Information supplied START
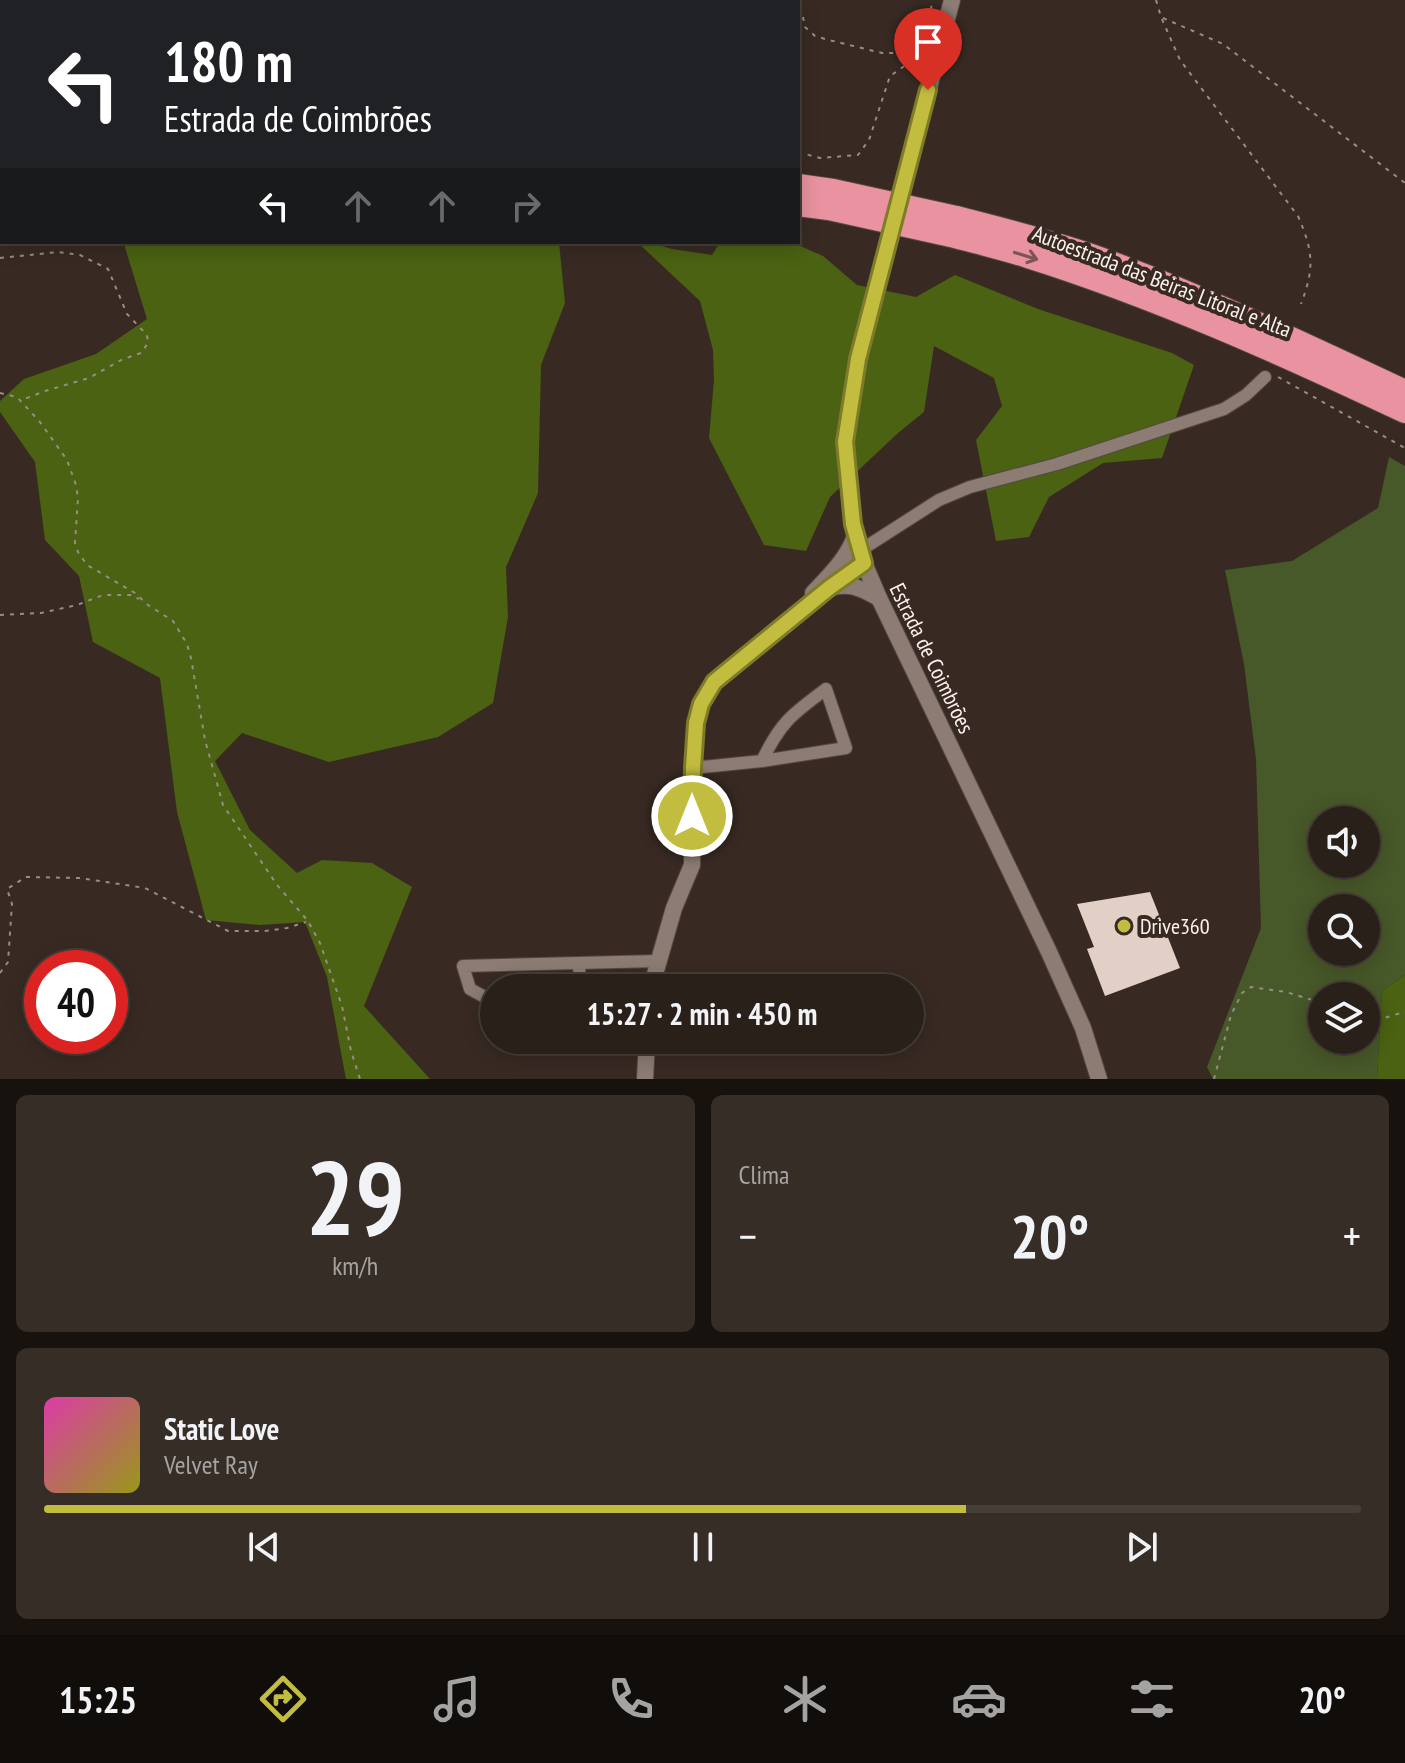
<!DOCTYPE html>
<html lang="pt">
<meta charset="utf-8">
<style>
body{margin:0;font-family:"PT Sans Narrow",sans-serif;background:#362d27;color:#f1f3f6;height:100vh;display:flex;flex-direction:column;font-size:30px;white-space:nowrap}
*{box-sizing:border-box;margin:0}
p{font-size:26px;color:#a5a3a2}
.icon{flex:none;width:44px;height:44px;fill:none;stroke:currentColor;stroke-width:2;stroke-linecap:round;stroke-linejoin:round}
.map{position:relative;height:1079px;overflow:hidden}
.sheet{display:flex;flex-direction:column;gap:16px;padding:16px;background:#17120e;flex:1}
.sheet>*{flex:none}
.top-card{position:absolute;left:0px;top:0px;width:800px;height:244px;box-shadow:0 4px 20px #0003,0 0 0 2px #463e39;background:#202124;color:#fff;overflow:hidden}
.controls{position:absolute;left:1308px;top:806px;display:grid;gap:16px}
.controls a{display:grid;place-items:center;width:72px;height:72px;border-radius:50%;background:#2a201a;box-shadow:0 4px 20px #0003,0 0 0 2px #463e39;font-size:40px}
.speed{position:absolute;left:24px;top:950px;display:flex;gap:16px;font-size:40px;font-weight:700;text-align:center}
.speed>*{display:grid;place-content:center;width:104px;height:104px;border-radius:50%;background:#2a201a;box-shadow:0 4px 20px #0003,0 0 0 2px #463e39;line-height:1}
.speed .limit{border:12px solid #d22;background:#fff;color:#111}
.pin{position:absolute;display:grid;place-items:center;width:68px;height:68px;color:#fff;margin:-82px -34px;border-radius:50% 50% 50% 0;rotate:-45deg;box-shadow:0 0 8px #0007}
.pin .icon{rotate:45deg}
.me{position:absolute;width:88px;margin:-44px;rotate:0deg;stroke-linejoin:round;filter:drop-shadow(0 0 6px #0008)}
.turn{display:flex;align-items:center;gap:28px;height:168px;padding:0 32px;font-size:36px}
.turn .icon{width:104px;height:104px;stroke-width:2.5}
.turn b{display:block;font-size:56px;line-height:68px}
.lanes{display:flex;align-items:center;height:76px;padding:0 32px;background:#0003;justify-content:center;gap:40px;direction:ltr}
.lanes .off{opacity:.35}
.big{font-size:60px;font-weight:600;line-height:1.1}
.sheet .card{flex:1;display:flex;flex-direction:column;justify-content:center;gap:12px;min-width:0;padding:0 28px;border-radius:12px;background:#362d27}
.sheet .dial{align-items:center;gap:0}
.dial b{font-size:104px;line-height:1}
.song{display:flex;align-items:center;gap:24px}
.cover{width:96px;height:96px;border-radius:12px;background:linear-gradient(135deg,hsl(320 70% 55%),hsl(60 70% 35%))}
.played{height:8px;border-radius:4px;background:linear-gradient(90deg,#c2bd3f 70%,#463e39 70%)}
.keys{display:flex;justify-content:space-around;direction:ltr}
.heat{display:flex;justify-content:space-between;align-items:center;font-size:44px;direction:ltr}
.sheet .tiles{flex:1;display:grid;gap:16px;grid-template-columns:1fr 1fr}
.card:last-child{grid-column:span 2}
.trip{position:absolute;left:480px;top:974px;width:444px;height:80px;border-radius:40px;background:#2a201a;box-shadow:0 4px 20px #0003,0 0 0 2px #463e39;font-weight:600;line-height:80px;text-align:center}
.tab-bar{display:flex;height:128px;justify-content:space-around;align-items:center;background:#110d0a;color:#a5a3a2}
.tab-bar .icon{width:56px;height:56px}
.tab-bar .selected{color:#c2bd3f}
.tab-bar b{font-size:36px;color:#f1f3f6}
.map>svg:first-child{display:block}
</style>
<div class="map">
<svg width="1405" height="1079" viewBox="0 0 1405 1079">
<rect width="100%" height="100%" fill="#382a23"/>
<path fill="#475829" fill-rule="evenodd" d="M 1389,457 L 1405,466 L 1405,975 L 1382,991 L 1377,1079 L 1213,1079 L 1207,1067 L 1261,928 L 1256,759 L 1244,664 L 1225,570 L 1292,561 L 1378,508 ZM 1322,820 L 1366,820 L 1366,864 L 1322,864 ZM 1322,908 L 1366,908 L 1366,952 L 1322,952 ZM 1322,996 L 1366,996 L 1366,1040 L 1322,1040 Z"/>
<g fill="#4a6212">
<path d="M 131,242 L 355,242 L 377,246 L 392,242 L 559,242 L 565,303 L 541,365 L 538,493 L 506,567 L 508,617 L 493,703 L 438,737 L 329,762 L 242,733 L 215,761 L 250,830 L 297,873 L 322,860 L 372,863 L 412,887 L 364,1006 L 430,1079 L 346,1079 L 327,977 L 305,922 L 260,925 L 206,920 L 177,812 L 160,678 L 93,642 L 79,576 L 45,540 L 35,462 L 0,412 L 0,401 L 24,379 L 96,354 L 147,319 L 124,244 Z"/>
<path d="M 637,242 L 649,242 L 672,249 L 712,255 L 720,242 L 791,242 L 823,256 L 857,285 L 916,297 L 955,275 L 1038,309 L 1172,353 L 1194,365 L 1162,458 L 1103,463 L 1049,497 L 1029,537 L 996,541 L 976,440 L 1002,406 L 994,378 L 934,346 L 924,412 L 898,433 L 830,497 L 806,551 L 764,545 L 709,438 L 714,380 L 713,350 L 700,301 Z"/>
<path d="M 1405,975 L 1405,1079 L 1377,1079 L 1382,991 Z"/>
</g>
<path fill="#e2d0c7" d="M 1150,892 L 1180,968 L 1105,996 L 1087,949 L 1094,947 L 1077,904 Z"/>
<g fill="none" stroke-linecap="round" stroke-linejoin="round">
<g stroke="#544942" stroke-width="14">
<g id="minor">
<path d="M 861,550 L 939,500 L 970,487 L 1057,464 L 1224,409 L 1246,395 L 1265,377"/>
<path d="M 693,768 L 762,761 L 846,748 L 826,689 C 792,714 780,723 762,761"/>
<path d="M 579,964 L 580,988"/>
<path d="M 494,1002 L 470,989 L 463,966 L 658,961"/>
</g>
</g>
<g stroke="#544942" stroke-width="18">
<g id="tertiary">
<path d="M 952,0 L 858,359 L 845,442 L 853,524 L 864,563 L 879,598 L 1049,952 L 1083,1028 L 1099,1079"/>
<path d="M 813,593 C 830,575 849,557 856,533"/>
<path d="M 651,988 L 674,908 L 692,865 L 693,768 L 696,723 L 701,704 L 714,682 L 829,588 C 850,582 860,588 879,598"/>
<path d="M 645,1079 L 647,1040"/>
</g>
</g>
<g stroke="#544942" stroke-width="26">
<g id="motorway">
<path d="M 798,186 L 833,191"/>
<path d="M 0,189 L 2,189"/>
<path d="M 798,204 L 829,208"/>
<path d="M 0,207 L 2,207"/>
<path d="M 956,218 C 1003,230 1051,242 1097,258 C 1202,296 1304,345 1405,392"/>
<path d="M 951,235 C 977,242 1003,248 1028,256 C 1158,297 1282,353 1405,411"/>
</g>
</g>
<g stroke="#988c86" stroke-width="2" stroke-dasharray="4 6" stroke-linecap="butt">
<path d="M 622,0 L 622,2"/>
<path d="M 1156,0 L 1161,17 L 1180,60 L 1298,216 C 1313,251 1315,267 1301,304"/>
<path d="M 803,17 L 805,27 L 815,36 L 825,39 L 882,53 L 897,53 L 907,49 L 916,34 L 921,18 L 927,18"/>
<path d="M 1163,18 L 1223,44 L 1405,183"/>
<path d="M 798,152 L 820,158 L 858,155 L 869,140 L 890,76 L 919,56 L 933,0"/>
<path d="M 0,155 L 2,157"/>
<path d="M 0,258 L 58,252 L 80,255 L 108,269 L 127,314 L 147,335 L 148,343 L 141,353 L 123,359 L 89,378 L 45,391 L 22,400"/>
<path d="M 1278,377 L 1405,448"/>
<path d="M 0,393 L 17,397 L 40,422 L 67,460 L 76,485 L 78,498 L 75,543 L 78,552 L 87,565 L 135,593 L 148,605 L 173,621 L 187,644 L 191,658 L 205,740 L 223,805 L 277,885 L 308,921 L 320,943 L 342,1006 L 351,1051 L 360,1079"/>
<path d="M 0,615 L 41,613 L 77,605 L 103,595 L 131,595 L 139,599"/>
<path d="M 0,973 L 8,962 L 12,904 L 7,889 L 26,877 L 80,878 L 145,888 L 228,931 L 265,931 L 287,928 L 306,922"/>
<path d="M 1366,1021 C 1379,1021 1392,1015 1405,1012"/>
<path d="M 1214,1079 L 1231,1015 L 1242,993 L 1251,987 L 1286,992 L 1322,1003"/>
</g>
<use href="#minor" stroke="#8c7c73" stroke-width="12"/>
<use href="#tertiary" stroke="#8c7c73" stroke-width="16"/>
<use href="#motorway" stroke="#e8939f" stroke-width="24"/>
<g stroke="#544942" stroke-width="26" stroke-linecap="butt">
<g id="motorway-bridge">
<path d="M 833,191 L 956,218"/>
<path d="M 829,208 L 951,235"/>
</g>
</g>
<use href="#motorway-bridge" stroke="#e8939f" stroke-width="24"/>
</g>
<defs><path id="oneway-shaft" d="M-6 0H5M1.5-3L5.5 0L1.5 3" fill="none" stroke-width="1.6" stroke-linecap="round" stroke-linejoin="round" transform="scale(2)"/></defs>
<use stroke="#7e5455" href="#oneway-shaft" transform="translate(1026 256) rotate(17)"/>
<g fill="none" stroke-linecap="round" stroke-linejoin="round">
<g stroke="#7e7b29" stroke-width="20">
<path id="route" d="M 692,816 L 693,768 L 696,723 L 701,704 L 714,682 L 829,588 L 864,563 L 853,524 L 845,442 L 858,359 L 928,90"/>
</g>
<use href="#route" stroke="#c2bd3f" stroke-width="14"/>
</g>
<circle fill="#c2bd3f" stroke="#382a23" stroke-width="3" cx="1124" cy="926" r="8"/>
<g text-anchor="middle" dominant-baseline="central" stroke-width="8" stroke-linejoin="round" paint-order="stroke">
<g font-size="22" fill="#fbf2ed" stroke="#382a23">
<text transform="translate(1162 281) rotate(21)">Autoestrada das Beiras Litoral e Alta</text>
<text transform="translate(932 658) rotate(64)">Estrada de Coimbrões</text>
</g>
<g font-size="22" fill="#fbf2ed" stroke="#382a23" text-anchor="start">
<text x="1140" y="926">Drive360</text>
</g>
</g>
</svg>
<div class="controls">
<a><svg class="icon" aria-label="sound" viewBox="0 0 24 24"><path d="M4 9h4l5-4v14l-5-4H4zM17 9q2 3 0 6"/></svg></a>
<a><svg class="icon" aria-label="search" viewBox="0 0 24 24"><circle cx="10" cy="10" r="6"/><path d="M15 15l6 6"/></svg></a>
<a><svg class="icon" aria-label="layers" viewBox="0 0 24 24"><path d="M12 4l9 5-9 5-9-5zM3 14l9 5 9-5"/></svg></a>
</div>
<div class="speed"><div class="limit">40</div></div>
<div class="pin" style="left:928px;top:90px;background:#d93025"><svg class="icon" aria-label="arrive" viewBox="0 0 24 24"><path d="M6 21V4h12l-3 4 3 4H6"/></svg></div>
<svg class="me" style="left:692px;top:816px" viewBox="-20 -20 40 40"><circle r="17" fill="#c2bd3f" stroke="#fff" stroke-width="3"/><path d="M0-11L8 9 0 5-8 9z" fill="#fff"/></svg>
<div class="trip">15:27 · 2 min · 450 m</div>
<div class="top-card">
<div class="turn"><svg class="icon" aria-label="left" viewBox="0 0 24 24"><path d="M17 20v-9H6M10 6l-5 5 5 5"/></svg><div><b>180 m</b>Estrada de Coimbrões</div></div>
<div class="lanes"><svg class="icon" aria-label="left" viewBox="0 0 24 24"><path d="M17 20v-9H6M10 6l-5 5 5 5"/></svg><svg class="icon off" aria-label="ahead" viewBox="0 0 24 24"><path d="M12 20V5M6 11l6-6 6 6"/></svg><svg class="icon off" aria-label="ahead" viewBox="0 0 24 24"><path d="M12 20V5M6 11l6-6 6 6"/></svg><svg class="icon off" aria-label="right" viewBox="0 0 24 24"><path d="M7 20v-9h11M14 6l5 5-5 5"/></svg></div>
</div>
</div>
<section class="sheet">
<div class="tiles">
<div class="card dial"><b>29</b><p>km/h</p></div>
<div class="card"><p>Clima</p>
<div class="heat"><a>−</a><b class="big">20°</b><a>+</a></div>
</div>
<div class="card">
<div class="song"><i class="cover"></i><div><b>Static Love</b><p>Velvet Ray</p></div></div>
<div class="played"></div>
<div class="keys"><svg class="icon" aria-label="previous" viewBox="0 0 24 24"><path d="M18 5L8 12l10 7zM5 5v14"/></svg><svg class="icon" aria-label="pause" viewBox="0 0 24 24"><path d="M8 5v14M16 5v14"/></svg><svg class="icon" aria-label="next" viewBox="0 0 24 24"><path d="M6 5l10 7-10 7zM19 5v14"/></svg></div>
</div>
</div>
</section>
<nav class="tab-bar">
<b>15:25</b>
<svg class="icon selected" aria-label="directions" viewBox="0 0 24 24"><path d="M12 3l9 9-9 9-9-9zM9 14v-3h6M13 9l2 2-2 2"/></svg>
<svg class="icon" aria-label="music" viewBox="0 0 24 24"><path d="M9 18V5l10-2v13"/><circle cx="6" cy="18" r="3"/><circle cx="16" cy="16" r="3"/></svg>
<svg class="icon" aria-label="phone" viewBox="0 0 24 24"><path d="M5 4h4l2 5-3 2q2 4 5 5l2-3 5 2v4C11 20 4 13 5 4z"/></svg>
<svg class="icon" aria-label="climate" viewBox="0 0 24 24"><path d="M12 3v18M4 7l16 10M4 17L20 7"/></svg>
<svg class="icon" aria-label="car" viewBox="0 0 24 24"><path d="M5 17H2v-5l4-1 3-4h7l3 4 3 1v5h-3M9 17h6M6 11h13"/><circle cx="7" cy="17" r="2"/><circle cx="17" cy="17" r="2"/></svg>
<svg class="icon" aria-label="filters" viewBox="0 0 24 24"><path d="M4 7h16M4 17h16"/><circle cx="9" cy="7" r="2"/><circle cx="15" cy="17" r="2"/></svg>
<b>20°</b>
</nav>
Information supplied END
> [Work to be completed]:
Across all the records, find the lines containing the word "text" and reproduce each one.

> [Solution below]:
.speed{position:absolute;left:24px;top:950px;display:flex;gap:16px;font-size:40px;font-weight:700;text-align:center}
.trip{position:absolute;left:480px;top:974px;width:444px;height:80px;border-radius:40px;background:#2a201a;box-shadow:0 4px 20px #0003,0 0 0 2px #463e39;font-weight:600;line-height:80px;text-align:center}
<g text-anchor="middle" dominant-baseline="central" stroke-width="8" stroke-linejoin="round" paint-order="stroke">
<text transform="translate(1162 281) rotate(21)">Autoestrada das Beiras Litoral e Alta</text>
<text transform="translate(932 658) rotate(64)">Estrada de Coimbrões</text>
<g font-size="22" fill="#fbf2ed" stroke="#382a23" text-anchor="start">
<text x="1140" y="926">Drive360</text>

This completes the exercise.